A number of people have commented that "nobody" uses Floating Point in financial calculations, for all the reasons Dan Clarke went into in his recent article on Floating Point and rounding issues. But it seems to me that this misses the point. Yes, I'm old enough to remember when IBM mainframes, and its COBOL, supported BCD ( …
Why this phobia of floating-point?
Like David Norfolk, I cut my programming teeth in the pre-Java, pre-C#, pre-Perl era. My first language was FORTRAN, and that forced me to understand the difference between integer, real and double-precision, to understand the limitations of each data type, and to know when to use each one. I've carried that knowledge with me for a quarter of a century, and I apply it today when I write in C and Java, because it's equally valid in any strongly-typed language.
I'm no genius. I'm just an ordinary programmer, and I've made my fair share of dumb mistakes in the past, yet I know when and how to use floating-point numbers, and even how to mix them correctly with integers.
So I have to ask: why do so many programmers today seem to have such a problem with floating-point numbers, verging apparently on a phobia?
Perhaps we should require all new programmers to serve an apprenticeship working in COBOL or FORTRAN for a year or two to gain a better understanding of the fundamentals of programming, stripped of the fancy add-ons for GUIs, networking, XML, web programming and the like.
Then, when they truly understand the Tao of floating-point, we'll let them write in Java or C# or Perl.
Training for programmers
Good point - but I'd suggest that mainframe assembler is even better training - as long as part of the assesment is whether the programs fail in production and can be maintained in the future.
With something like C# you can sometimes get away with poor structure and program design, but with Assembler, you really can't!
More seriously, I got into professional IT when I was picked up off the streets of Canberra as a failed chemist and bored hifi salesman. I was sent to college to do computer science and given on-the-job training in the holidays. The organisation I was working for trained a percentage of its input in this way in the "good practices" it wanted and placed us in key places in the organisation (the best person in the intake - not me - became training officer for the next year).

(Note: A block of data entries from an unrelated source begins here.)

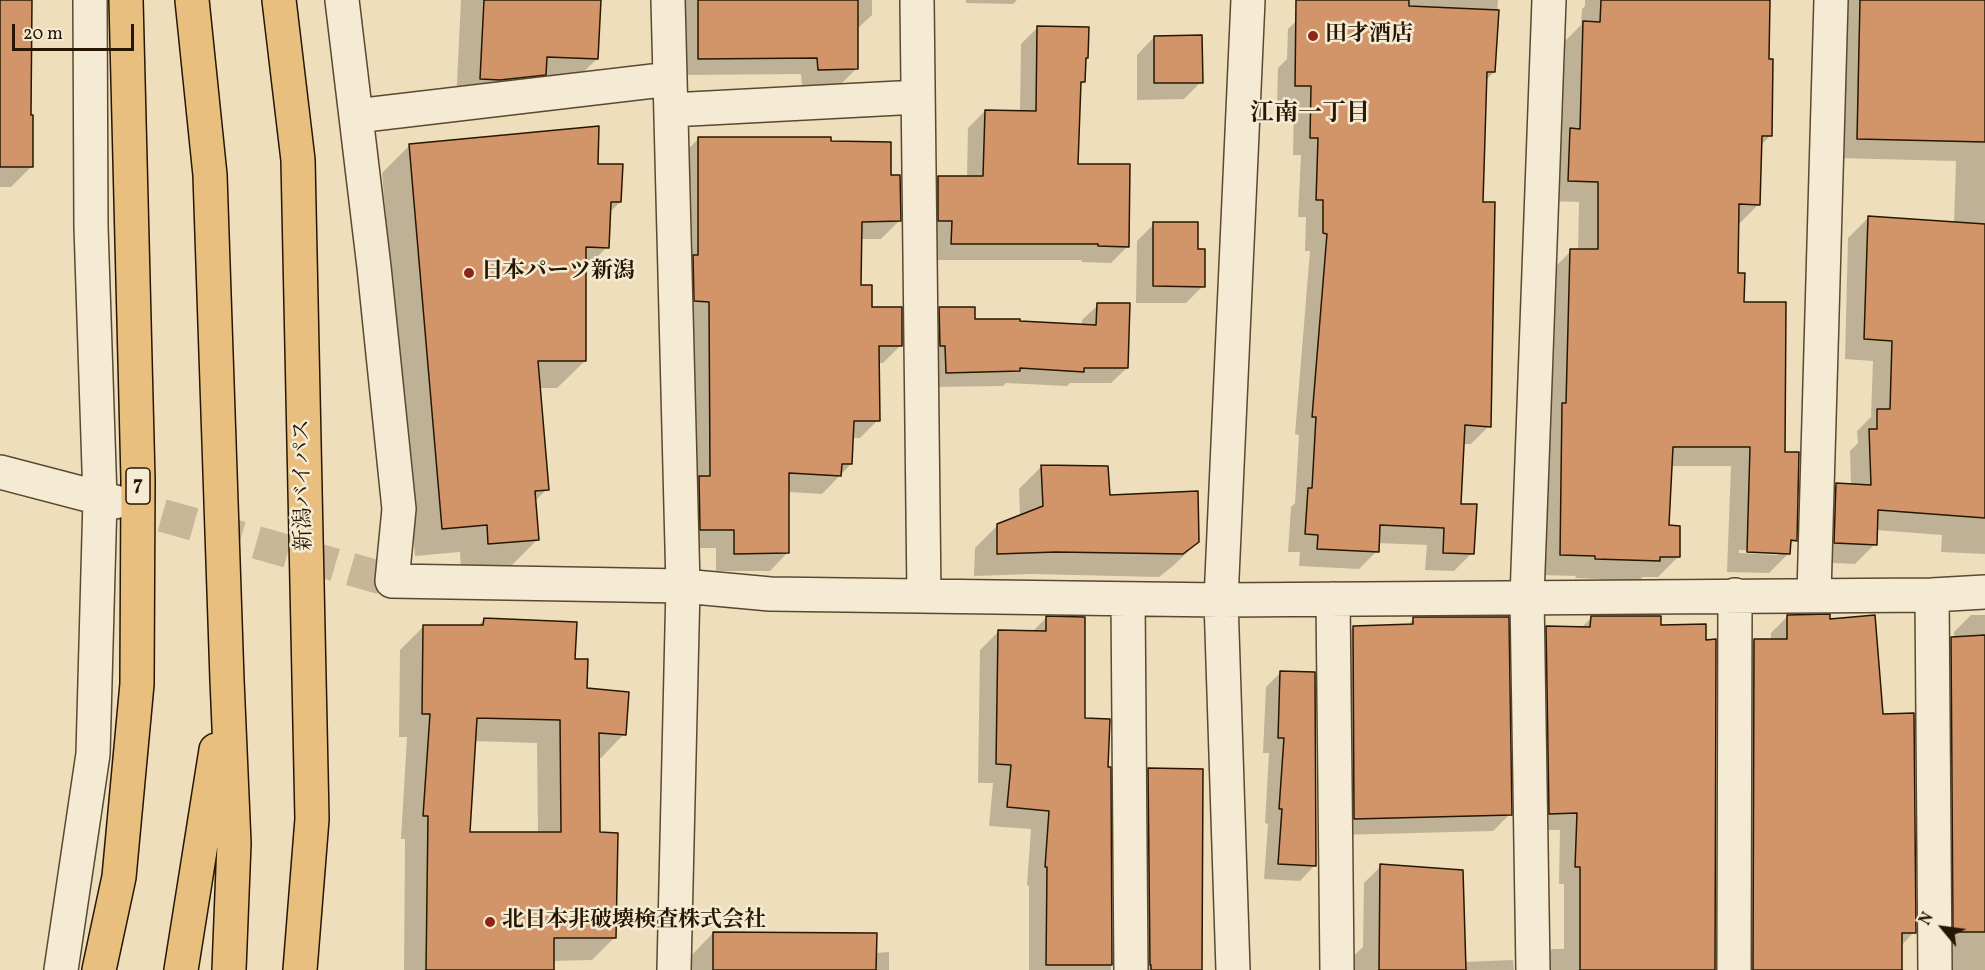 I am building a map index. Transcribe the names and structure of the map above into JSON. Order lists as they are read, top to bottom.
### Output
{
  "streets": {
    "highway": ["新潟バイパス", "7"]
  },
  "districts": ["江南一丁目"],
  "places": ["田才酒店", "日本パーツ新潟", "北日本非破壊検査株式会社"],
  "scale_bar": "20 m",
  "north": "top left"
}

But back in England, all you had to do to get a job in IT (all too often) was to "sex up" your CV - you could easily get training in specific technologies, but training in fundamental computer science and "good practice" was harder to come by...
Perhaps it's different now.
At least one company...
A past employer of mine uses floating point for money, and they specialise in accounting software.
When the company was set up, the first generation developers came from a background where they simply didn't need to know about the problems with floating point. Only suddenly they were working with a mixture of C and assembler on early PC compatibles, and floating point seemed the obvious choice.
Somehow, when they decided to 'fix it for good', that meant a library that would handle all the rounding issues in as near a consistent way as possible, still using floating point. I know they wish they'd done better, if only to save the embarrassment when they explain it to new developers - yes, it really was the old guys who were programming in the seventies who got it wrong! So much for the ignorance of us (relative) youngsters, eh! Mind you, when you look at the kids that learned to code in the last ten years or so, who wouldn't know a bitwise operator if it bit them, mutter mutter mutter...
Anyway, neither 0.1 nor 0.01 can be precisely as floating point values, so there is always a tiny error when money is represented using floating point unless you have an exact number of dollars. But there is normally plenty of precision, so that the error is a tiny fraction of a cent.
Adding and subtracting aren't a problem as long as you round over and over again to prevent errors accumulating. The rounding keeps pulling the value back to the nearest possible approximation of the correct figure. Multiplication by whole numbers is, similarly, never much of a problem - though it could be if the numbers were big enough, of course.
Problems tend to occur when dealing with percentages (tax calculations etc), but the rules tend to allow for small variations due to different rounding.
Big errors only really occur in three cases...
- Multiplying a value with a small error by a large multiple.
- Dividing a value with a small error by a small divisor.
- Dividing by a small value with a small error.
These don't happen much in bookkeeping, since on the whole the small errors occur at the ends of calculations. For instance, you calculate the tax on totals, not separately for each item. Then the tax amount is saved to the database, neatly rounded to the nearest cent, to avoid the need to recalculate it again later (when the code has possibly been modified so the rounding might come out different).
Not that I'm recommending the use of floating point by any means, but the world doesn't necessarily end because of it.
By the way, BCD just to handle money amounts is absurd. It used to be done as much to make the I/O easier as anything, saving the binary to decimal conversions to display the figures, but its not a very good trade-off.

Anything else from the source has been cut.